Explosion kills at least 4 workers on a shipbreaking yard in Bangladesh

An explosion has killed at least 4 workers and injured many others at the Mak Corporation shipbreaking yard in Chittagong, Bangladesh, reports the NGO Shipbreaking Platform, a global coalition of environmental, human and labour rights non-governmental organisations working for safe and clean ship recycling.

This tragedy took place on a ship being broken in violation of a Bangladesh High Court order that allowed only decontaminated ships to be broken on the beaches of Bangladesh. This High Court decision was ruled in March 2009, and again in August 2010, after a long successful legal battle was lead by the Bangladesh Environmental Lawyers Association (BELA), a member of the Shipbreaking Platform. Today the Bangladeshi court has issued a suo moto rule, a rule of its own initiative, directing the government to stop the breaking of ships in the country until further order. It also issued a contempt of court ruling against the owner of the shipbreaking yard.

The explosion took place at the Mak Corporation Shipbreaking yard on the MT Pranam ship (IMO number: 8321383) on Tuesday, January 18th, 2011 at 10: 30 am and could be heard from over three kilometres away. It took the fire-fighters over two hours to extinguish the fire caused by the explosion. Four workers died from burn injuries and have been identified as Miraj, 18, Rubel, 25, Liton, 35 and Jubayer, 22, and many others were injured. Some of the surrounding buildings in the two-kilometre radius of the explosion have suffered damage, cracks can be observed along their sides.

Though the owner of the yard, Abul Kashem, also vice-president of the Bangladesh Shipbreaker’s Association, claims that no shipbreaking was taking place at the time of the accident, workers and witnesses claim that about 30 workers were breaking the ship at the time of the explosion. An anonymous worker says that the explosion occurred when the workers were in the process of dismantling the ship’s fuel tank. Combustion occurred when the left over fuel that had not been completely cleaned out of the ship came into contact with the blowtorch being used to cut it.
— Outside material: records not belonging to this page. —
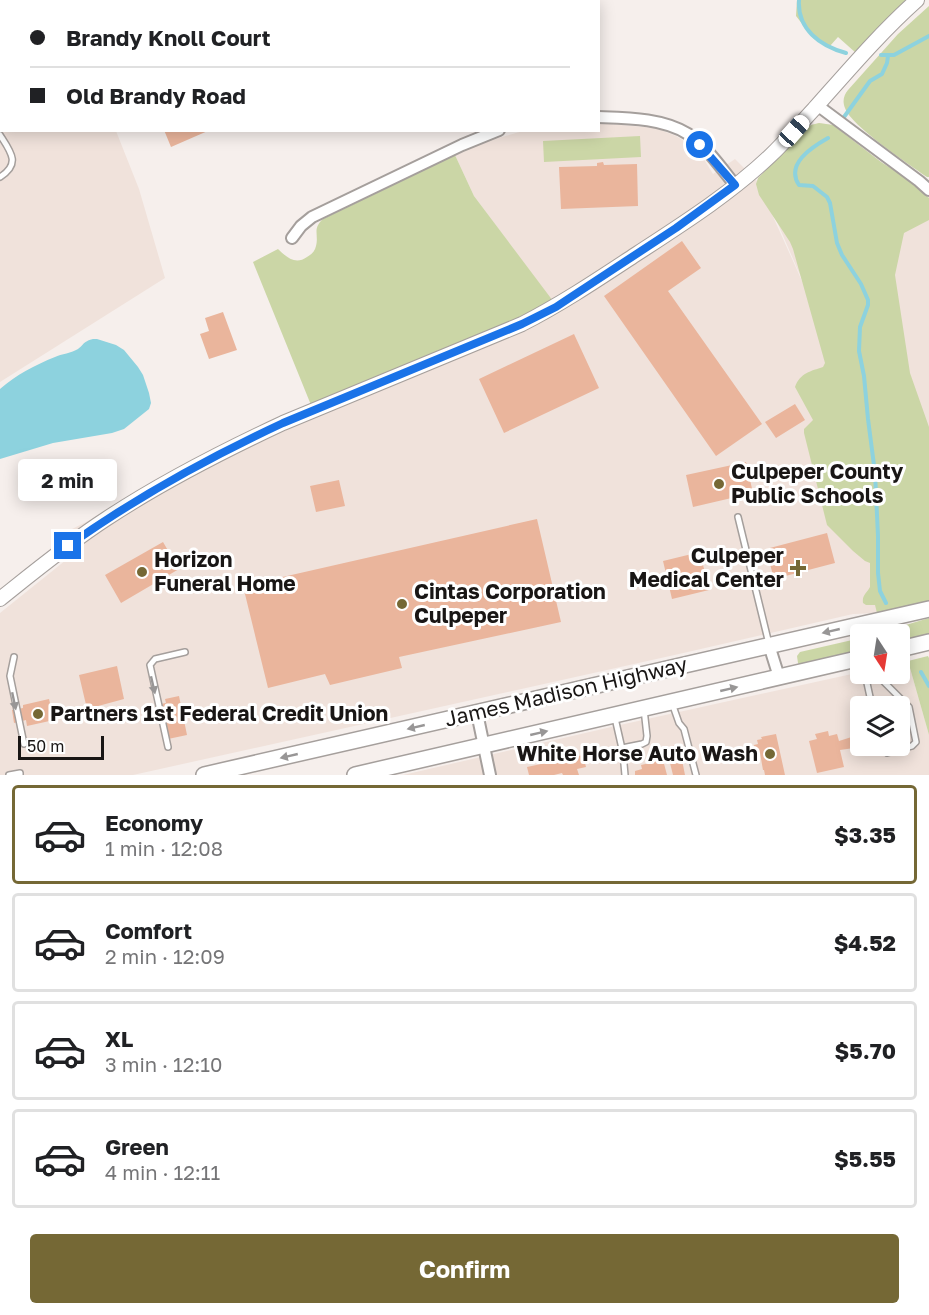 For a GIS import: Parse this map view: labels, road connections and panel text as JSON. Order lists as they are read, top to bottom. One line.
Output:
{"streets":{"main road":["James Madison Highway"]},"places":{"other":["Culpeper County Public Schools","Horizon Funeral Home","Cintas Corporation Culpeper","Partners 1st Federal Credit Union","White Horse Auto Wash"],"health":["Culpeper Medical Center"]},"scale_bar":"50 m","north":"bottom","page":{"banner":["Brandy Knoll Court","Old Brandy Road"],"bubble":"2 min","scale":"50 m","list":[{"name":"Economy","note":"1 min · 12:08","value":"$3.35"},{"name":"Comfort","note":"2 min · 12:09","value":"$4.52"},{"name":"XL","note":"3 min · 12:10","value":"$5.70"},{"name":"Green","note":"4 min · 12:11","value":"$5.55"}],"buttons":"Confirm"}} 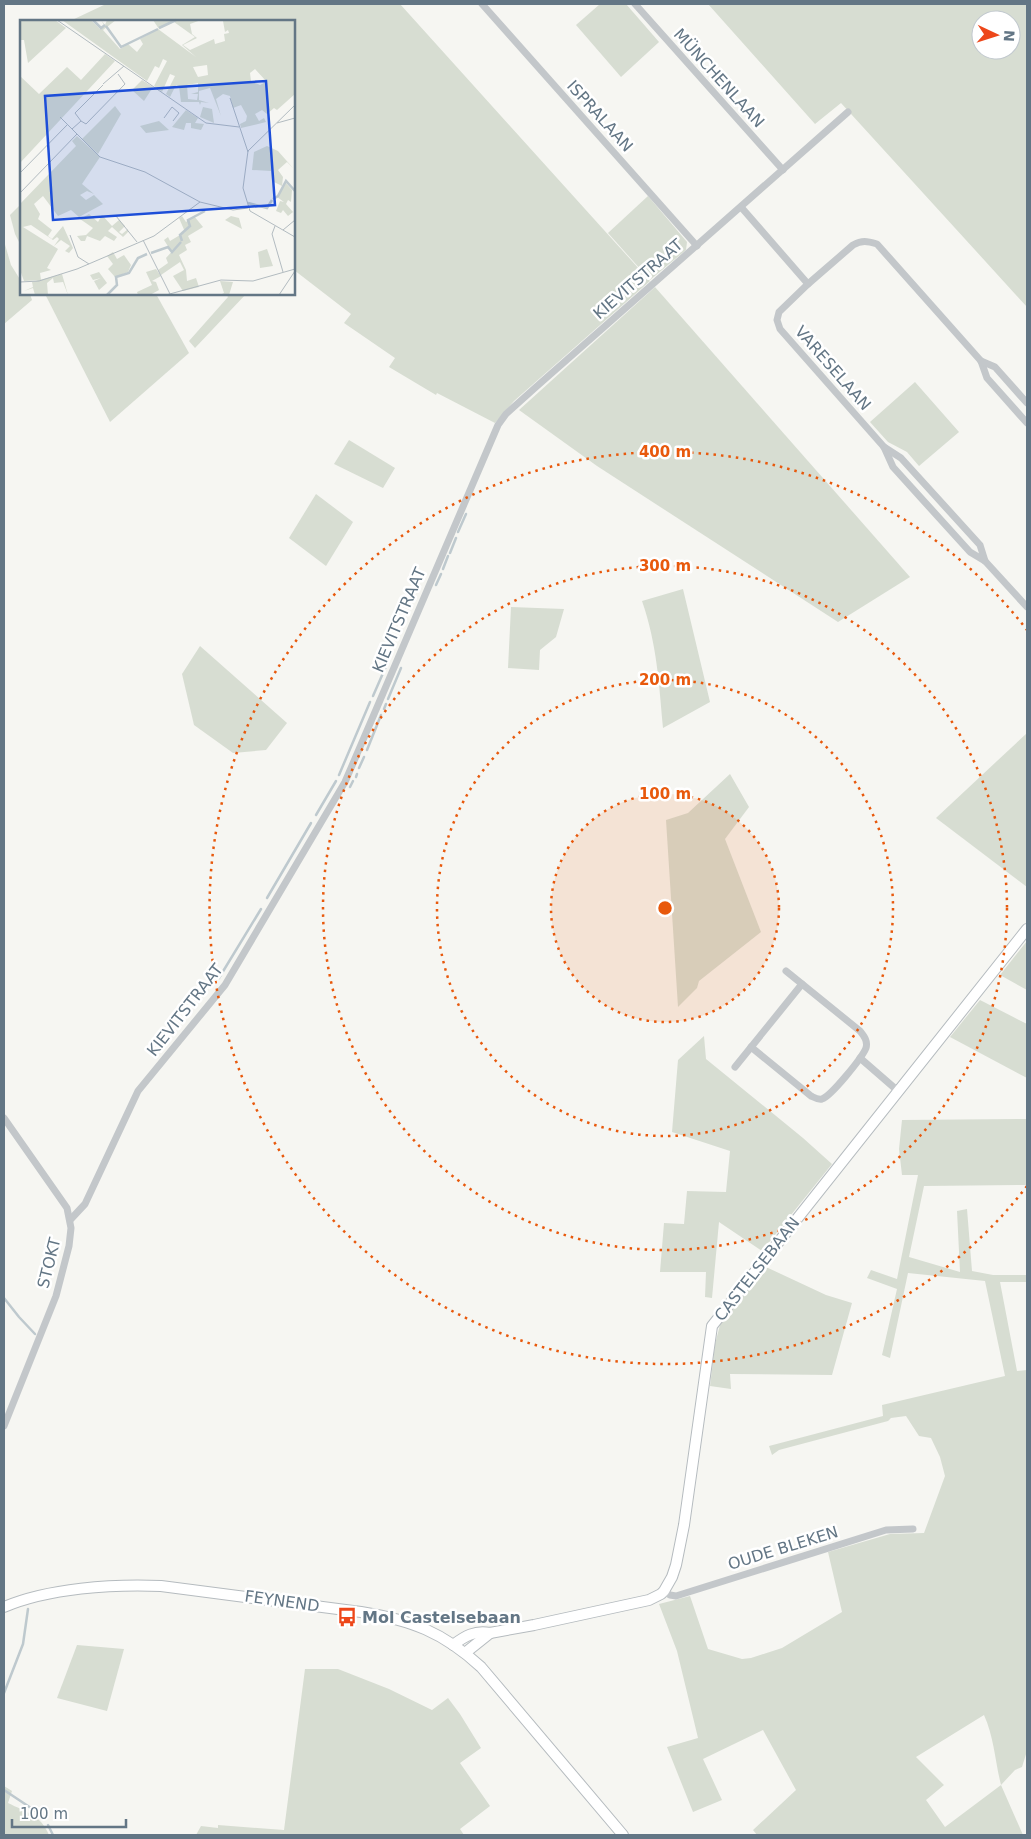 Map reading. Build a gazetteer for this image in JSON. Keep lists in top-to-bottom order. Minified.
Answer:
{"streets":{"street":["MÜNCHENLAAN","ISPRALAAN","KIEVITSTRAAT","VARESELAAN","STOKT","CASTELSEBAAN","OUDE BLEKEN","FEYNEND"]},"crossings":[["MÜNCHENLAAN","KIEVITSTRAAT"],["ISPRALAAN","KIEVITSTRAAT"],["KIEVITSTRAAT","STOKT"],["CASTELSEBAAN","OUDE BLEKEN"]],"places":{"bus stop":["Mol Castelsebaan"]},"scale_bar":"100 m","north":"right","rings":["400 m","300 m","200 m","100 m"]} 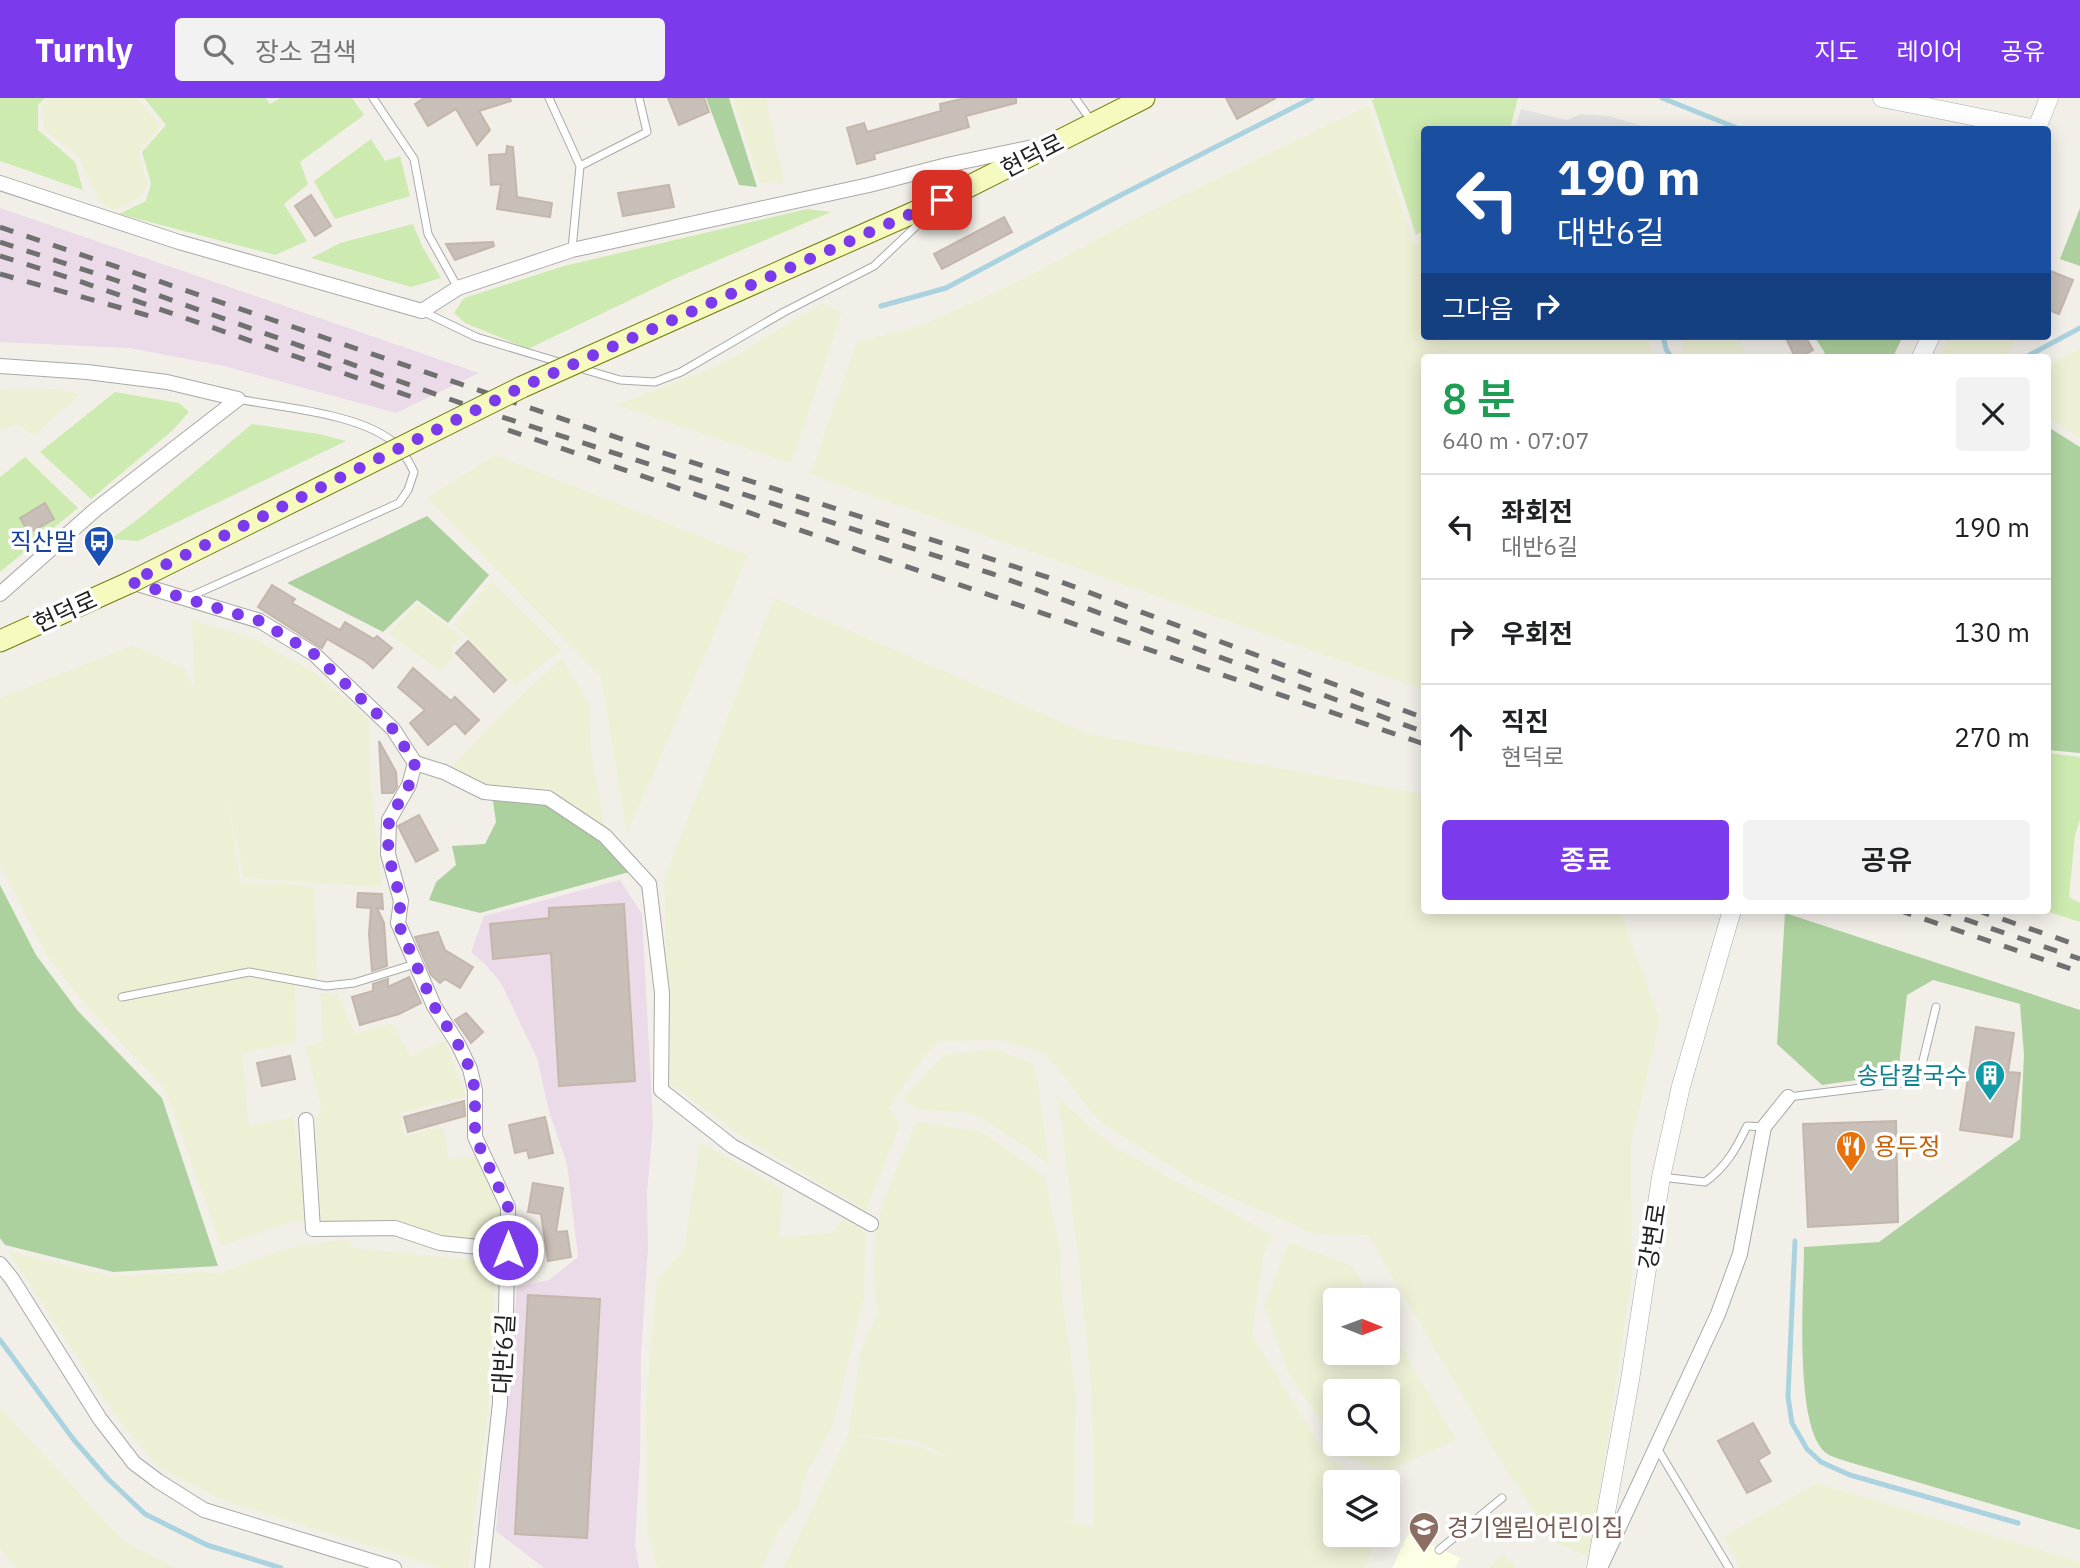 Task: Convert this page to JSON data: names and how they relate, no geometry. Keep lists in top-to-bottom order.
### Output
{
  "streets": {
    "main road": ["현덕로"],
    "street": ["강변로", "대반6길"]
  },
  "places": {
    "bus stop": ["직산말"],
    "building": ["송담칼국수"],
    "restaurant": ["용두정"],
    "school or university": ["경기엘림어린이집"]
  },
  "north": "right",
  "page": {
    "header": "Turnly",
    "search": "장소 검색",
    "nav": ["지도", "레이어", "공유"],
    "turn": ["190 m", "대반6길"],
    "then": "그다음",
    "heading": ["8 분", "640 m · 07:07"],
    "list": [
      {
        "name": "좌회전",
        "note": "대반6길",
        "value": "190 m"
      },
      {
        "name": "우회전",
        "value": "130 m"
      },
      {
        "name": "직진",
        "note": "현덕로",
        "value": "270 m"
      }
    ],
    "buttons": ["종료", "공유"]
  }
} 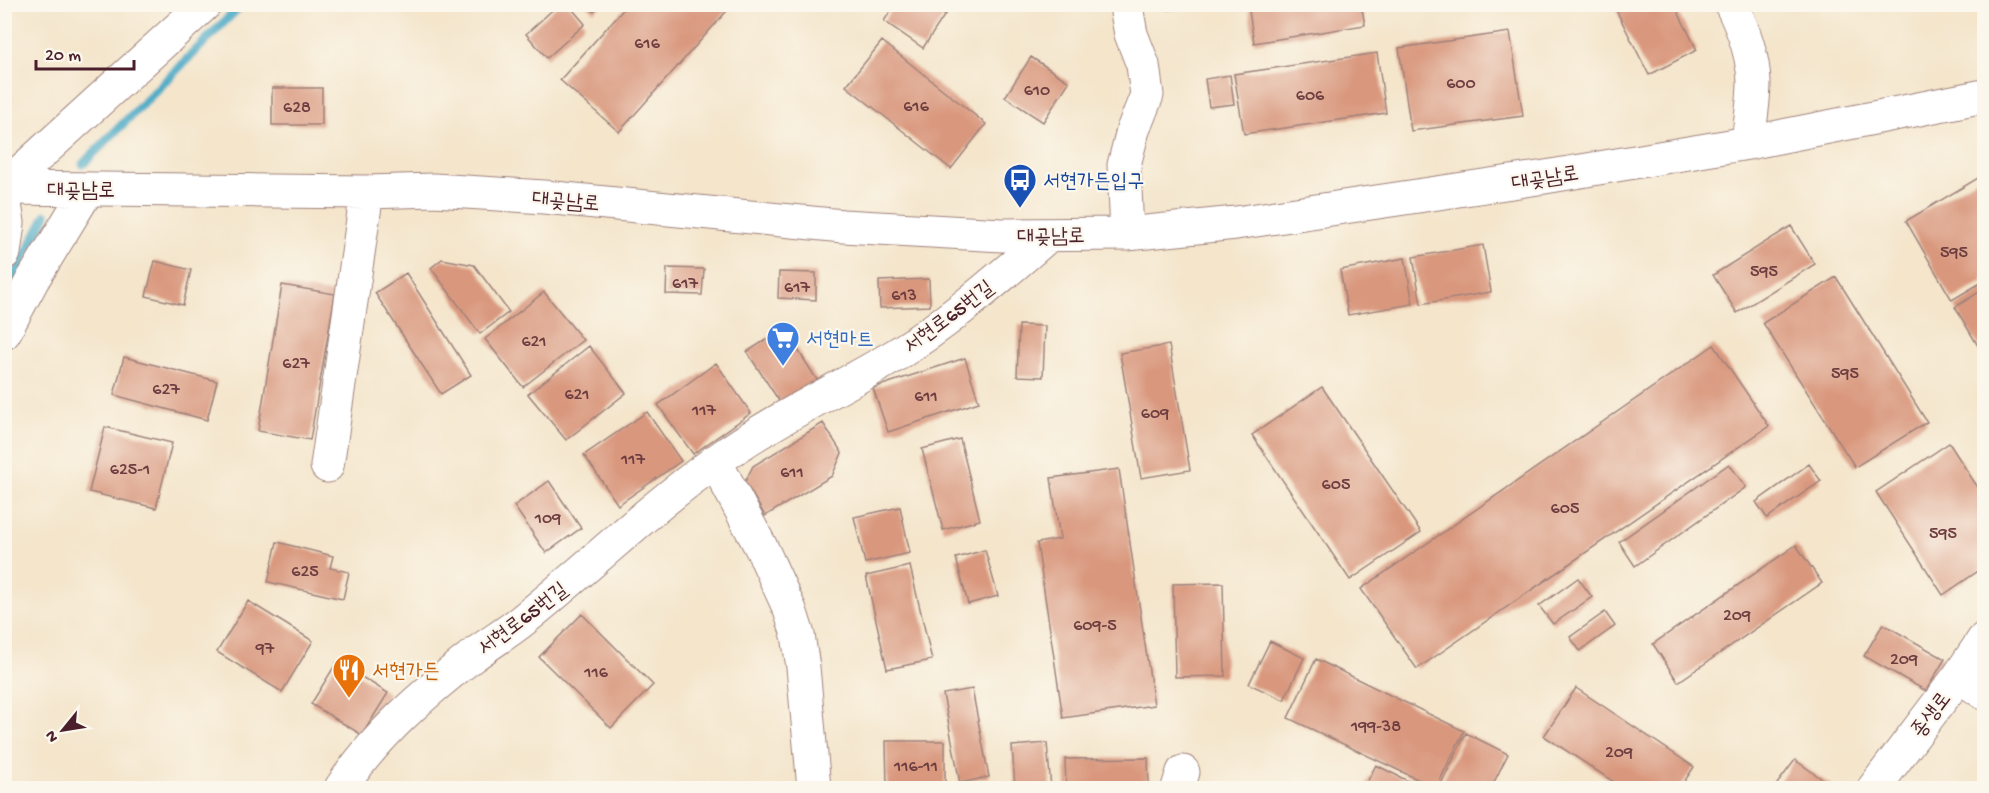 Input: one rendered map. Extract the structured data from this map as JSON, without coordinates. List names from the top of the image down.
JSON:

« For the moment there have been four bodies found, but according to what the workers have told me, many other bodies may have been thrown into the sea last night », says Muhammed Ali Shahin, the NGO Shipbreaking Platform coordinator in Bangladesh who has been following the events closely in Chittagong, « An investigation is necessary to find the exact cause of the explosion and the casualties it has caused. Often bodies are hidden by the shipbreaking yard owners to camouflage the extent of the human loss and environmental damage the accidents cause on their yards in order not to hurt business. »

In addition to the above mentioned suo moto rules issued today by the court against the government and the Mak Corporation Shipbreaking yard, it also ordered the chairman of Chittagong port authority to form a committee of three expert officials within the next seven days to investigate the reasons behind the fatal accident.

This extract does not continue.